We then proceeded in adding the external ribs. Using an improvised divider to scribe a piece of ¾” pine, we cut a rib that fit nicely into the curve of the plywood. The rib was attached. Just to see how strong it was Walter lifted his weight on the rib and the wall did not move. It looked like it was working, so we continued with more panels.

Initially we used Luan plywood which is readily available at many “big box” stores. We also bought a sheet of Birch plywood to compare. The one panel of Birch ply seems as if it is more structurally stable.

About a week latter we removed the 1x2’s and the screws, which had temporarily held the joints in place while the glue set. We added several additional exterior ribs to stiffen the areas at the inflections of curvature. Once again Walter decided to test the wall. This time he put his full 200 pounds of weight on the wall by climbing the external ribs. Again it held. Clearly more weight than will be applied to the wall by standard NMRA weighted cars.







Walter on the wall





In addition to strength, the wall is stiff. It is effectively a wall that is eight
inches thick with a 1/8 wall at each edge. It is as stiff to hand hammering as a 2x4 wall. For the math inclined, stiffness increases as the cube of the thickness and the effective thickness is eight inches.

Additional Thoughts
The wall is up but not completed. I would like to try some laminated hardboard spline instead of the ¾” pine for some of the external ribs. The addition of ribs at the other levels will further strengthen the wall. The ribs should be spliced together with a doubler under them for maximum strength.

The joints on the panels still need to be filled before the basic “sky blue” backdrop can be painted on. Drywall compound should do well to smooth the crack discontinuity and patch the edges. A thin coat over all may be the quickest, least expensive way to fill the grain in the wood.
The bottoms and tops and edges of the plywood should be anchored continuously on about one inch spacing. The screws can be small because the strength limit is the plywood. This is most important at the extremes of the curves, and in most places that is the only places at the top and bottom we attached. Again, the strength seems to be there without screws at the inflections, but like continuous ribs, screws there will prevent buckling.

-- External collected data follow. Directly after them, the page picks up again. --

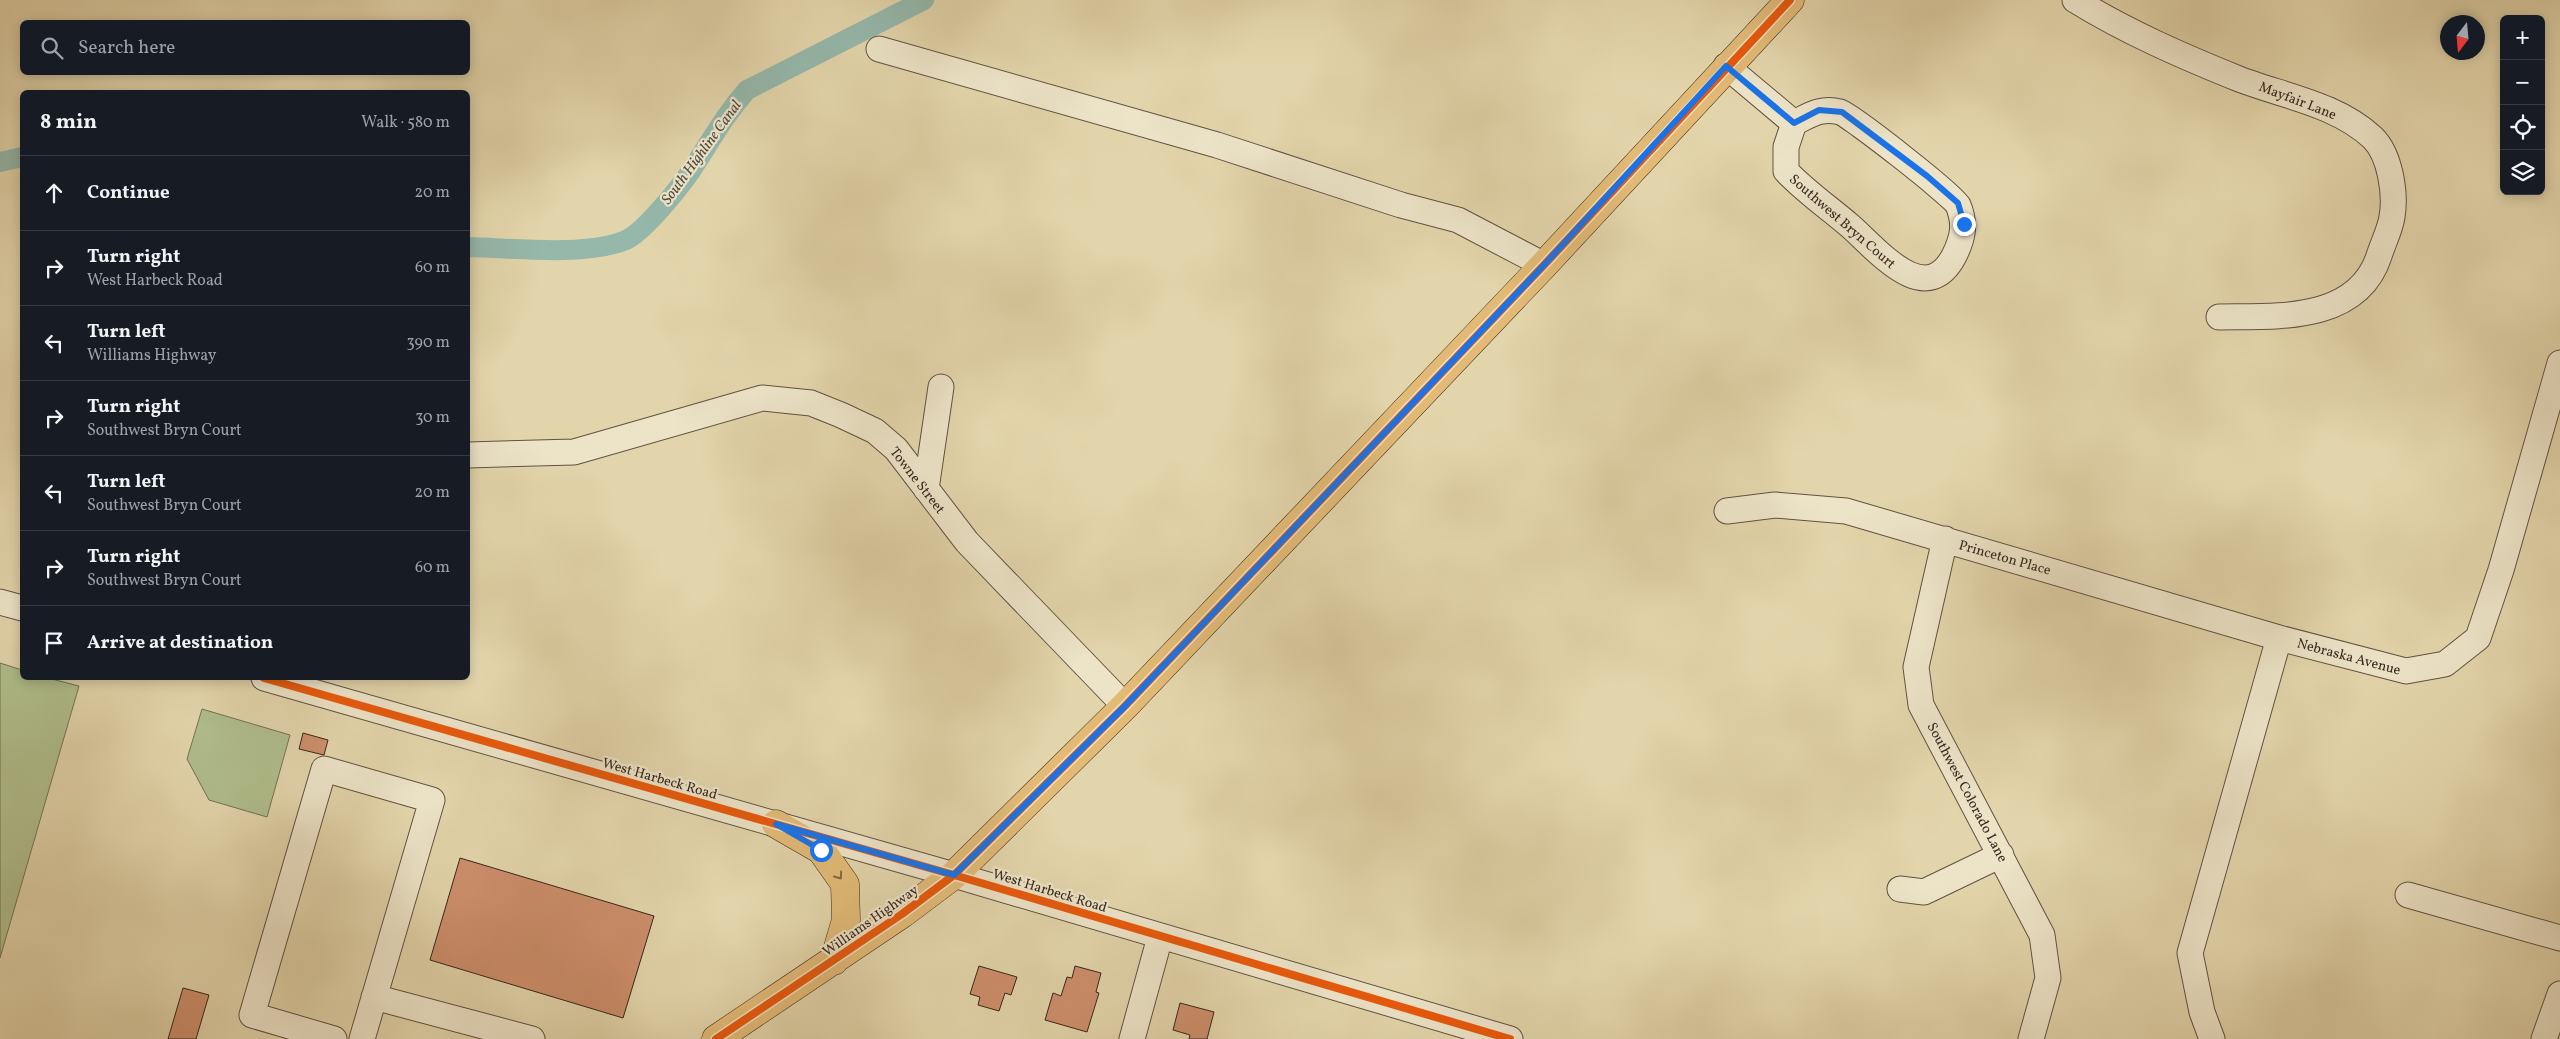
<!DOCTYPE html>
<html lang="en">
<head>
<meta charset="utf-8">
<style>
  :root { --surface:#171b24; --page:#20242c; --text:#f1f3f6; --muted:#9ea1a6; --line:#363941 }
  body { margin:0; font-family:Vollkorn,serif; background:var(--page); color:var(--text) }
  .controls { position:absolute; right:15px; top:15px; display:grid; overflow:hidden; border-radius:8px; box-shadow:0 2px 12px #0003 }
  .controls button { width:45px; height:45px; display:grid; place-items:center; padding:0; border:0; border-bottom:1px solid var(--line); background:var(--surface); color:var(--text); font:25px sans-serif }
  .compass { position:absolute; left:2440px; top:15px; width:45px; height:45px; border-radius:50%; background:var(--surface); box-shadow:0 2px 12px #0003; rotate:196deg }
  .stop { position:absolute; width:15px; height:15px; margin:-11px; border:4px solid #1a73e8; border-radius:50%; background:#fff }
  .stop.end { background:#1a73e8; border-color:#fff; box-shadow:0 1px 5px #0008 }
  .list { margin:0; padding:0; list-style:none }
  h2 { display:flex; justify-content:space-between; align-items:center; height:65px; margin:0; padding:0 20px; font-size:21px }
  h2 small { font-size:16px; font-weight:400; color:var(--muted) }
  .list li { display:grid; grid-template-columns:32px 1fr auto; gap:15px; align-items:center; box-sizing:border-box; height:75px; padding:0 20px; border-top:1px solid var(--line) }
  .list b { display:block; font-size:19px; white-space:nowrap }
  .list p { margin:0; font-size:16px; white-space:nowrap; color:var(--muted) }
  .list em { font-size:16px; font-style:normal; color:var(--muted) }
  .icon { flex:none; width:28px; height:28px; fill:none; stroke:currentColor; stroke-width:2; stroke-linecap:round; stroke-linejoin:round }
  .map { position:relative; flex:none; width:2560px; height:1039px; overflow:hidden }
  .search { position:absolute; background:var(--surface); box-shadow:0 2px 12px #0003; left:20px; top:20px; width:450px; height:55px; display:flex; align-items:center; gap:12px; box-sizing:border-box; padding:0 18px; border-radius:8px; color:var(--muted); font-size:19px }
  .panel { position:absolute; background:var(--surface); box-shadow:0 2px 12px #0003; left:20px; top:90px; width:450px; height:590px; border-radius:8px }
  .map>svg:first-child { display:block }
  .green { fill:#b0be8c; stroke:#747255 }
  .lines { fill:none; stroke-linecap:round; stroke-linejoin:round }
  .canal { stroke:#95b8ab; stroke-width:20 }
  .building { fill:#cd8f6c; stroke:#37261e }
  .minor-casing { stroke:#625241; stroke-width:27 }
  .major-casing { stroke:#37261e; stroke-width:29 }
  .minor { stroke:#ede4c8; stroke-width:25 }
  .major { stroke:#e2ba76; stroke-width:28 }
  .cycleway-casing { stroke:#ede4c8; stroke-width:11 }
  .cycleway { stroke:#e8590c; stroke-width:8 }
  .oneway { stroke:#846946 }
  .route { stroke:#1a73e8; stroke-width:6 }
  .labels { text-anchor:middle; stroke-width:4.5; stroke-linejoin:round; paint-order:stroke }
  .street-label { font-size:14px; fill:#37261e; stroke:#ede4c8 }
  .water-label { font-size:15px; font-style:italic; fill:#4e4a41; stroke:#ede4c8 }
</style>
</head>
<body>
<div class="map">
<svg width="2560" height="1039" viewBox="0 0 2560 1039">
  <rect width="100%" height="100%" fill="#e3d5ab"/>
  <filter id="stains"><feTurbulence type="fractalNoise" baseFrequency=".004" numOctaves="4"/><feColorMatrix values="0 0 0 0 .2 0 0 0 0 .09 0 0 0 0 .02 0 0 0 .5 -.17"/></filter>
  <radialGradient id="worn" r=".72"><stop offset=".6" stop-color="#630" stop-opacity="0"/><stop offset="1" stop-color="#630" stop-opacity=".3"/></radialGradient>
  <path class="green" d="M0 663 22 670V678H48L79 686 0 958Z
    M202 709 290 735 267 817 209 800 187 759Z"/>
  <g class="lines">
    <path class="canal" d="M0 162 22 157
      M468 247C512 248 585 257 626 240 644 232 679 188 691 171 710 142 724 116 747 90L924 0"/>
  </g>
  <path class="building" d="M303 733 328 740 324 755 299 749Z
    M460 858 654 916 623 1018 430 960Z
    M979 966 1017 977 1011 995 1005 993 999 1011 978 1005 980 997 970 994Z
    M1075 966 1101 973 1096 992 1099 993 1087 1032 1045 1020 1053 993 1061 996 1067 977 1072 978Z
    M183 988 209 995 196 1039H168Z
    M1180 1003 1214 1012 1207 1039H1189L1190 1035 1173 1030Z"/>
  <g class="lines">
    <defs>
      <path id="minor" d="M2075 0C2127 32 2182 56 2239 79 2283 96 2337 104 2373 138 2390 155 2396 193 2392 217 2390 230 2383 243 2379 256 2357 323 2276 316 2219 317
        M879 49 1217 145 1401 205 1458 220 1544 265
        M1726 66 1794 123 1786 147V171C1806 192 1828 207 1849 225 1876 248 1925 311 1954 256 1963 238 1966 224 1958 205 1955 197 1849 114 1840 112 1821 107 1810 115 1794 123
        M468 455 574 452 762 398 811 403 841 415 875 431 896 449 967 542 1125 706
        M926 489 941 387
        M1727 511 1775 505 1846 511 2279 638 2406 671 2445 664 2478 638 2501 570 2560 363
        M1945 539 1916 667 1921 705 2042 935 2048 978 2031 1039
        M0 602 22 608
        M264 678 954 875 1510 1039
        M1900 889 1924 892 2001 855
        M2408 895 2560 938
        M374 997 532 1039
        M334 1039 252 1015 324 769 432 800 362 1039
        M1132 1039 1160 937
        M2212 1039 2202 1012 2190 953 2279 638
        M2544 1039 2560 994"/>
      <path id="major" d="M776 824 821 850 845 884 846 920 834 961
        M716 1039 902 914 954 875 1125 706 1544 265 1790 0"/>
    </defs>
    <use href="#minor" class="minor-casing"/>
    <use href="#major" class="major-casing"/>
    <use href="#minor" class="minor"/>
    <use href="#major" class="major"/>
    <defs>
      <path id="cycleway" d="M264 678 954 875 1510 1039
        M716 1039 902 914 954 875 1125 706 1544 265 1790 0"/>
    </defs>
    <use href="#cycleway" class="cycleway-casing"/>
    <use href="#cycleway" class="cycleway"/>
  </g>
  <defs><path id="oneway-chevron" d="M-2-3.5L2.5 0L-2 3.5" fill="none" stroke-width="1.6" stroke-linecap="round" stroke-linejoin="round" transform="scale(1.25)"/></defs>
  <use class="oneway" href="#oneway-chevron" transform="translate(839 876) rotate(55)"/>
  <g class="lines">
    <path class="route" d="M821 850 776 824 954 875 1125 706 1544 265 1726 66 1794 123 1819 110 1842 112 1927 176 1958 203 1964 224"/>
  </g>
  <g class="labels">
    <g class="street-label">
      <text transform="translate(2298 100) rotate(21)" y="5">Mayfair Lane</text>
      <text transform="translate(1843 221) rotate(41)" y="5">Southwest Bryn Court</text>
      <text transform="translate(918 480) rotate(52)" y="5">Towne Street</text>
      <text transform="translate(2005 557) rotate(16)" y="5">Princeton Place</text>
      <text transform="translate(2349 656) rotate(15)" y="5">Nebraska Avenue</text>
      <text transform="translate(660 778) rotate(16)" y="5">West Harbeck Road</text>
      <text transform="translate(1968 792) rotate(62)" y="5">Southwest Colorado Lane</text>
      <text transform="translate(1050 890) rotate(17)" y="5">West Harbeck Road</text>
      <text transform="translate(870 920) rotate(-35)" y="5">Williams Highway</text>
    </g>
    <g class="water-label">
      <text transform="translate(701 152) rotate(-54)" y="5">South Highline Canal</text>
    </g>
  </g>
  <rect width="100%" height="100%" filter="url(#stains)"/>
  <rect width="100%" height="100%" fill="url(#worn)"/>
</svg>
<div class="controls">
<button>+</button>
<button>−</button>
<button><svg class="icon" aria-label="locate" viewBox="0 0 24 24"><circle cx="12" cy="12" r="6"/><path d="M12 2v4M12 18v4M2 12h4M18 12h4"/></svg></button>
<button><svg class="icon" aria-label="layers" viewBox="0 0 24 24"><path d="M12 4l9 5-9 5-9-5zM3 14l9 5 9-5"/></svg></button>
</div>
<svg class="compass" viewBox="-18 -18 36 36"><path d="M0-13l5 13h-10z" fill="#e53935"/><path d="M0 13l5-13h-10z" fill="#9ea1a6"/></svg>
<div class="stop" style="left:821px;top:850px"></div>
<div class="stop end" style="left:1964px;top:224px"></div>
<div class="search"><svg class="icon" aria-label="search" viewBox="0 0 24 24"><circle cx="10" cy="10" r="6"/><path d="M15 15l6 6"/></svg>Search here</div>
<section class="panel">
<h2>8 min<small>Walk · 580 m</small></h2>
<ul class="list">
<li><svg class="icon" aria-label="ahead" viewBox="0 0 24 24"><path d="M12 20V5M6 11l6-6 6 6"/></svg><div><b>Continue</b></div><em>20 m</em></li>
<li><svg class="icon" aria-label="right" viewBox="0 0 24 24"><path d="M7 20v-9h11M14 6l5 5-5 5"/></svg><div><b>Turn right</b><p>West Harbeck Road</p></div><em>60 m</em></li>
<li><svg class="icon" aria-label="left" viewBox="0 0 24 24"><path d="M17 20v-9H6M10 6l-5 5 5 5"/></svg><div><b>Turn left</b><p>Williams Highway</p></div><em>390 m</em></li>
<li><svg class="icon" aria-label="right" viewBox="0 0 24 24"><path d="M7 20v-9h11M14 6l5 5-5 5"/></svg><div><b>Turn right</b><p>Southwest Bryn Court</p></div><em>30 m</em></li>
<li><svg class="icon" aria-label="left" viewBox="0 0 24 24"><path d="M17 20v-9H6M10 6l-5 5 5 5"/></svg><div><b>Turn left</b><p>Southwest Bryn Court</p></div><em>20 m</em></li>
<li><svg class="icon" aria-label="right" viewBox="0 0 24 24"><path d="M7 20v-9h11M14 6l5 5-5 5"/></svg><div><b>Turn right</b><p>Southwest Bryn Court</p></div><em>60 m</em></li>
<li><svg class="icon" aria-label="arrive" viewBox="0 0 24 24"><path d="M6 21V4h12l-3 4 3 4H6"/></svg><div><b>Arrive at destination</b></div></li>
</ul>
</section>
</div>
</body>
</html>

Some of the curves we put into the wall were down to a track radius. Less curvature would work because of our more than sufficient strength. The one area made with birch plywood 1/8” thick has a curvature of about 2 inches over 36 inches with a greater curve at the end. It has roughly the same stiffness as the Luan plywood with greater curvature,
The beauty of the curved walls in not only esthetic but the track will curve through these areas to partially take advantage of them. Finally, the walls will provided that necessary view block to locations beyond the train location which is so important in timetable/train order operation and for creating the feeling of distance on the railroad.

Walter says he appreciates that I was willing to try another of his model railroading “crazy” ideas.